Records shown START

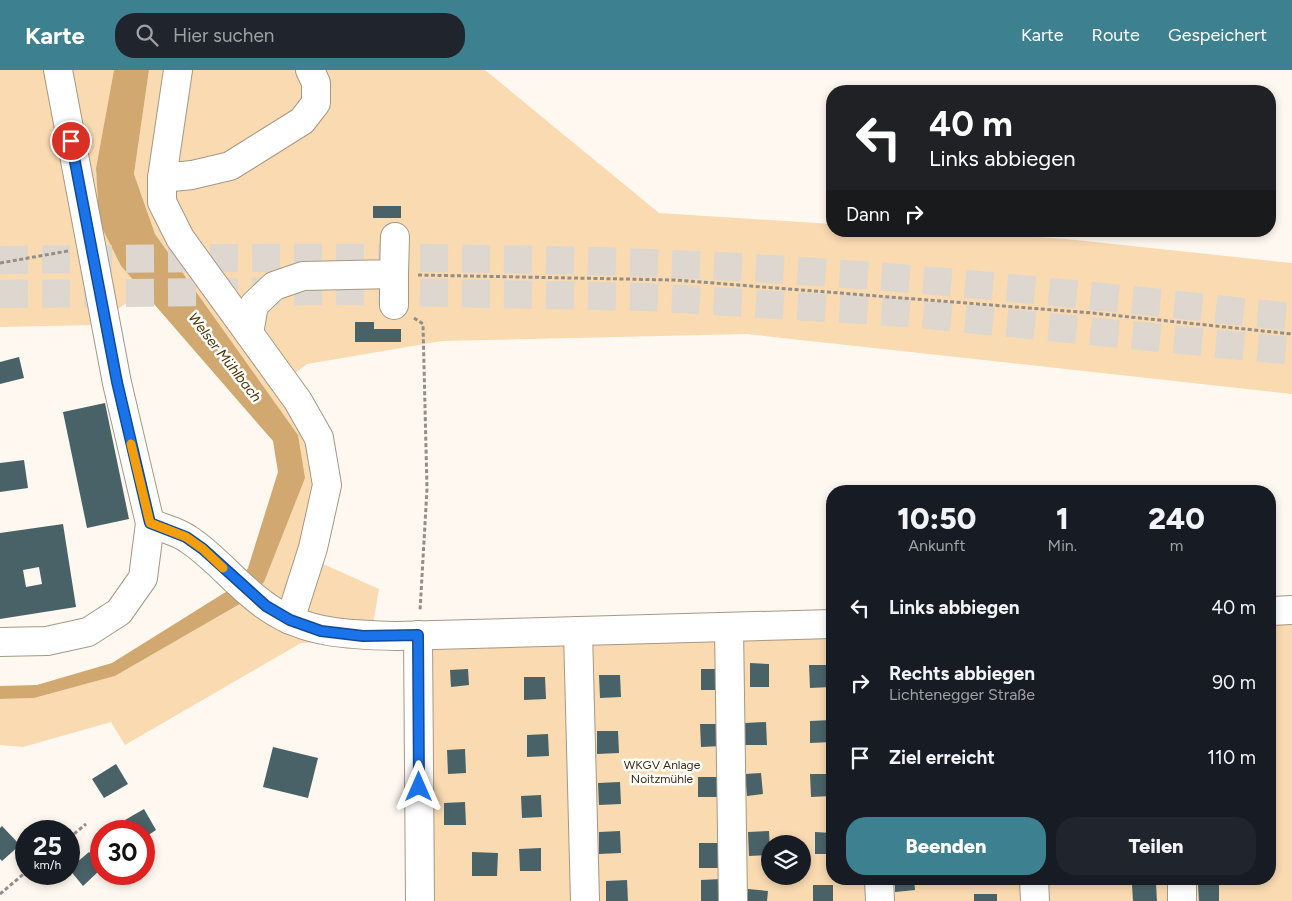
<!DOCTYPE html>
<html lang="de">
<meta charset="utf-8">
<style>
body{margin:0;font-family:Figtree,sans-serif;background:#20242c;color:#f1f3f6;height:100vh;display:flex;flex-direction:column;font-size:19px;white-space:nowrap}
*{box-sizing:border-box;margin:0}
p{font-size:16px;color:#9ea1a6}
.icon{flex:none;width:28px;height:28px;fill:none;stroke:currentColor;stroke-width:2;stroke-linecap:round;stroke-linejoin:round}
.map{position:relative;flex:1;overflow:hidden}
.sheet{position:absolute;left:826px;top:415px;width:450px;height:400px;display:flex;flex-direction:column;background:#171b24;border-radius:20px;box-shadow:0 2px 8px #0003}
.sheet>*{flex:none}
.banner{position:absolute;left:826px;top:15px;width:450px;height:152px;border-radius:20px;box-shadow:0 2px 8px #0003;background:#202124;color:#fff;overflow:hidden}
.controls{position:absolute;left:761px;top:765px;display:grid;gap:10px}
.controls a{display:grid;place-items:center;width:50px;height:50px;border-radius:50%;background:#171b24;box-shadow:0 2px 8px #0003;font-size:25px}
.speed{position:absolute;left:15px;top:750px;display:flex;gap:10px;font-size:25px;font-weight:700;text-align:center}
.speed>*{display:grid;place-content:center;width:65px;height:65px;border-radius:50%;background:#171b24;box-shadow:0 2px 8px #0003;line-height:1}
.speed small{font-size:12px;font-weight:400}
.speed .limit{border:8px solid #d22;background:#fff;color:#111}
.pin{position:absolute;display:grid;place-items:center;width:42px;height:42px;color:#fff;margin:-21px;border:2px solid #fff;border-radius:50%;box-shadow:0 1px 5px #0007}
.me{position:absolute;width:55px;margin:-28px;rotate:0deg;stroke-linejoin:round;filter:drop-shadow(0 0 4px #0008)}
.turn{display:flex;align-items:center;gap:18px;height:105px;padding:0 20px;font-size:22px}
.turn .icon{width:65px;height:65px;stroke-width:2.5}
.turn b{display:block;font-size:35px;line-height:42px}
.then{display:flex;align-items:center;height:48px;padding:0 20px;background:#0003;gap:10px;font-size:19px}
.eta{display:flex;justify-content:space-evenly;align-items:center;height:85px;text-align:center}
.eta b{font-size:30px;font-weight:800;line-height:35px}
.cta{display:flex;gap:10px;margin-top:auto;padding:10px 20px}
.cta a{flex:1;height:58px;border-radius:20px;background:#3d8190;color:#fff;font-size:20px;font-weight:800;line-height:58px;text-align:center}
.cta a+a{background:#20242c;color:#f1f3f6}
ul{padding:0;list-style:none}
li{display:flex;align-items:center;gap:15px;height:75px;padding:0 20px}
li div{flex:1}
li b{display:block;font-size:19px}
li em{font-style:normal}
header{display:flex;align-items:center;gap:30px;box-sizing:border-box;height:70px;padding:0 25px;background:#3d8190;color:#fff}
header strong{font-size:24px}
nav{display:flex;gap:28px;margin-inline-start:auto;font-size:18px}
.search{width:350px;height:45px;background:#20242c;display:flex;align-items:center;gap:12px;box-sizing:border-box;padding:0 18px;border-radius:20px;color:#9ea1a6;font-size:19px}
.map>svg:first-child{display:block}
.green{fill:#f9dab1;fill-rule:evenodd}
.water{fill:#d0a870}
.building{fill:#496268;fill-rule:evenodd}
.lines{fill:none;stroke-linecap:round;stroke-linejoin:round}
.highway-tunnel{stroke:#ddd7cf;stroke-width:28;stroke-dasharray:28 14;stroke-linecap:butt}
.minor-casing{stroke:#a69885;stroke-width:30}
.path{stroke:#948e87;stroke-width:3;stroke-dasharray:4 2.5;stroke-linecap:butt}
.minor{stroke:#fff;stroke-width:28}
.route-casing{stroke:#114b97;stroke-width:12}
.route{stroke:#1a73e8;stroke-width:9}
.slow{stroke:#f59e0b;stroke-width:9}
.labels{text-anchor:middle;stroke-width:5;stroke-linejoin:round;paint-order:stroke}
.park-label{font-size:12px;fill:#3c2a11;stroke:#fff}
.water-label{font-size:14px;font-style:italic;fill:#4b3000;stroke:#fff}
</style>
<header>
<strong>Karte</strong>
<div class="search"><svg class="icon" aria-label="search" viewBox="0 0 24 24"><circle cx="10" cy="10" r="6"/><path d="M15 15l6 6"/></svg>Hier suchen</div>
<nav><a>Karte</a><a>Route</a><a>Gespeichert</a></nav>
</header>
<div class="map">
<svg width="1292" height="831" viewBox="0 0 1292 831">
<rect width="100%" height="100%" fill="#fef8f0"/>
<g class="green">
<polygon points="0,0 114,0 96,98 99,152 121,196 143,222 94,255 0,257"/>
<polygon points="149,0 485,0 659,143 832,154 832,161 948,161 1066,169 1292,193 1292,324 747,264 442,271 307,294 279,315 322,394 305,486 379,519 370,571 301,573 125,675 111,652 23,677 0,675 0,629 34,628 115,606 245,531 298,365 155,164 134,104"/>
<path d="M1270 553H1292V831H430V580L832 567V809H1270ZM770 774H802V806H770Z"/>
</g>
<polygon class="water" points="114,0 149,0 134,104 155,164 298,365 305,408 264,512 245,531 115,606 34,628 0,629 0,616 37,615 112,593 237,515 248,498 278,402 273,371 121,196 99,152 96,98"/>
<g class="building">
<rect x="373" y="136" width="28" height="12"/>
<polygon points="355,252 374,252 374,259 401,259 401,272 355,272"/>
<polygon points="19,287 24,308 0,314 0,292"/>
<polygon points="105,333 129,449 87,458 63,342"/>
<polygon points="24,390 28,418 0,422 0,393"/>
<path d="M63 454 76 537 0 549V463ZM39 497 42 514 26 517 23 500Z"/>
<polygon points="750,593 769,594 769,617 750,617"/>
<polygon points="809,595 831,595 831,617 810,618"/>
<polygon points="468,599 469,615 451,617 450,600"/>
<rect x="701" y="599" width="20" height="21"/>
<polygon points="599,605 620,605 621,627 600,628"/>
<polygon points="524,607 545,607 546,629 524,630"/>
<polygon points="831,650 832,672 810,673 810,651"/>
<polygon points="766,652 767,675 745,675 745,653"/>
<polygon points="700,654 722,654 722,676 701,677"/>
<polygon points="597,661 618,661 619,683 597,684"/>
<polygon points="548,664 549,686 527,687 527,665"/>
<polygon points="273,677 318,688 308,728 263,717"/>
<polygon points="465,679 466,703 448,704 447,680"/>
<polygon points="116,694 128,714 104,728 92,709"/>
<polygon points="761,703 763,724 747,726 745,704"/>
<polygon points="810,704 832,704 832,726 811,727"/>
<polygon points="698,707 723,707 722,727 698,727"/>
<polygon points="620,712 621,734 599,735 598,713"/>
<polygon points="541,725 542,747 522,748 521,726"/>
<polygon points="465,732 466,755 444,755 444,733"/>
<polygon points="144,739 156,760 144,768 144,761 132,761 125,750"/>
<polygon points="2,756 20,775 2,791 0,789 0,758"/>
<polygon points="620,761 621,783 599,784 599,762"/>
<polygon points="769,761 770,785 749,786 748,762"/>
<polygon points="815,762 832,763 832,784 815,784"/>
<rect x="699" y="773" width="23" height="25"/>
<polygon points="541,778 541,801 520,801 519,779"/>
<polygon points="89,782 101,796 101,799 83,816 69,799"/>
<polygon points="472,782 498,783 497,806 472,806"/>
<polygon points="721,809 721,831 701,831 701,810"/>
<polygon points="895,809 914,809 915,820 895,822"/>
<polygon points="627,810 628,831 606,831 606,811"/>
<polygon points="1156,814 1157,831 1133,831 1132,815"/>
<polygon points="1219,814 1219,831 1199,831 1198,815"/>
<rect x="813" y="815" width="20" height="16"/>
<polygon points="748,819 768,821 767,831 747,831"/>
<rect x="974" y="824" width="23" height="7"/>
</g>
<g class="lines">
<g class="highway-tunnel">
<path d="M0 190C217 188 434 185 650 193 865 201 1079 224 1292 247"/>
<polyline points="0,224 341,221 647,227 907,243 1292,281"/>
</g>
<g class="minor-casing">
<g id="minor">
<polyline points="178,0 162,108 192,105 230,96 302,51 316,33 316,13 310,0"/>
<polyline points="162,108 162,132 180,168 298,331 319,368 327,415 313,478 290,550"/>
<polyline points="394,204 394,235"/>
<polyline points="249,263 254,235 274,216 303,206 394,204 395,167"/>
<path d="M150 453C162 458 177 461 188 469 217 488 238 517 266 536 304 564 352 565 397 566L832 554"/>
<polyline points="1270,541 1292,540"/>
<polyline points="729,557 733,831"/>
<polyline points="578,561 585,831"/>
<polyline points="418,565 420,831"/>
<polyline points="0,572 47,571 88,562 119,542 143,508 150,453 117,313 58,0"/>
<polyline points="879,809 880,831"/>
<polyline points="1034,809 1035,831"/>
<polyline points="1182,809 1182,831"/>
</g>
</g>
<g class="path">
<polyline points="0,193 68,181"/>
<polyline points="418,205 675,210 1092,243 1292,264"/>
<polyline points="414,248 423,254 427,419 420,541"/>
<polyline points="69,768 86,754"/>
<polyline points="0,824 26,802"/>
</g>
<use href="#minor" class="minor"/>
</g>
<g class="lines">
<g class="route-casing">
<polyline id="route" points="71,71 117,312 150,453 186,467 203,479 266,536 290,550 321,561 363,566 418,565 419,717"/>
</g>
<use href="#route" class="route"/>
<polyline class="slow" points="131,374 150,453 186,467 203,479 223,498"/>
</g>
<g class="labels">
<g class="park-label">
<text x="662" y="699">WKGV Anlage<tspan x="662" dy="14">Noitzmühle</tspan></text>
</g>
<g class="water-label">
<text transform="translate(225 287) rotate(52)" y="5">Welser Mühlbach</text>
</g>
</g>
</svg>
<div class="controls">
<a><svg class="icon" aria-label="layers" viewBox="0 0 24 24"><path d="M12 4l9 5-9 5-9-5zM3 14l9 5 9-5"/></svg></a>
</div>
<div class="speed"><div>25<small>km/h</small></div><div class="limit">30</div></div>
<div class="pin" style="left:71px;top:71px;background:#d93025"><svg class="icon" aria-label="arrive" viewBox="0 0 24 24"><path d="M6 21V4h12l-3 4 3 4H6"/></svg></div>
<svg class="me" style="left:419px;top:717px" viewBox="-20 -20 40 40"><path d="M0-17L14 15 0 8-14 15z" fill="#1a73e8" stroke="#fff" stroke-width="4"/></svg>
<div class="banner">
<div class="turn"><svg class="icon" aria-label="left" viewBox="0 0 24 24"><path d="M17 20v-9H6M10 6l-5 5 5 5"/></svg><div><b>40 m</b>Links abbiegen</div></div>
<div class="then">Dann<svg class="icon" aria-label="right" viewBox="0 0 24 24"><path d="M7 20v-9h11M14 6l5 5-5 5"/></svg></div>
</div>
<section class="sheet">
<div class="eta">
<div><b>10:50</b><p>Ankunft</p></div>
<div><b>1</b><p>Min.</p></div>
<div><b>240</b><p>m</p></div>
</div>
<ul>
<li><svg class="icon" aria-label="left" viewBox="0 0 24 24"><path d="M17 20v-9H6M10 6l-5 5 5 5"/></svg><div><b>Links abbiegen</b></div><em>40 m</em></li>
<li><svg class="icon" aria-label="right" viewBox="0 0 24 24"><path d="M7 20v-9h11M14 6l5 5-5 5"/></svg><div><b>Rechts abbiegen</b><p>Lichtenegger Straße</p></div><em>90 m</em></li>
<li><svg class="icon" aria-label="arrive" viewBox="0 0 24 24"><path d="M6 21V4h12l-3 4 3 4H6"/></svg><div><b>Ziel erreicht</b></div><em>110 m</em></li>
</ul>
<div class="cta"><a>Beenden</a><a>Teilen</a></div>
</section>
</div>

Records shown END

• **What to do**: Return only the number of lines above in which the string "none" occurs.

• **Exercise answer**: 4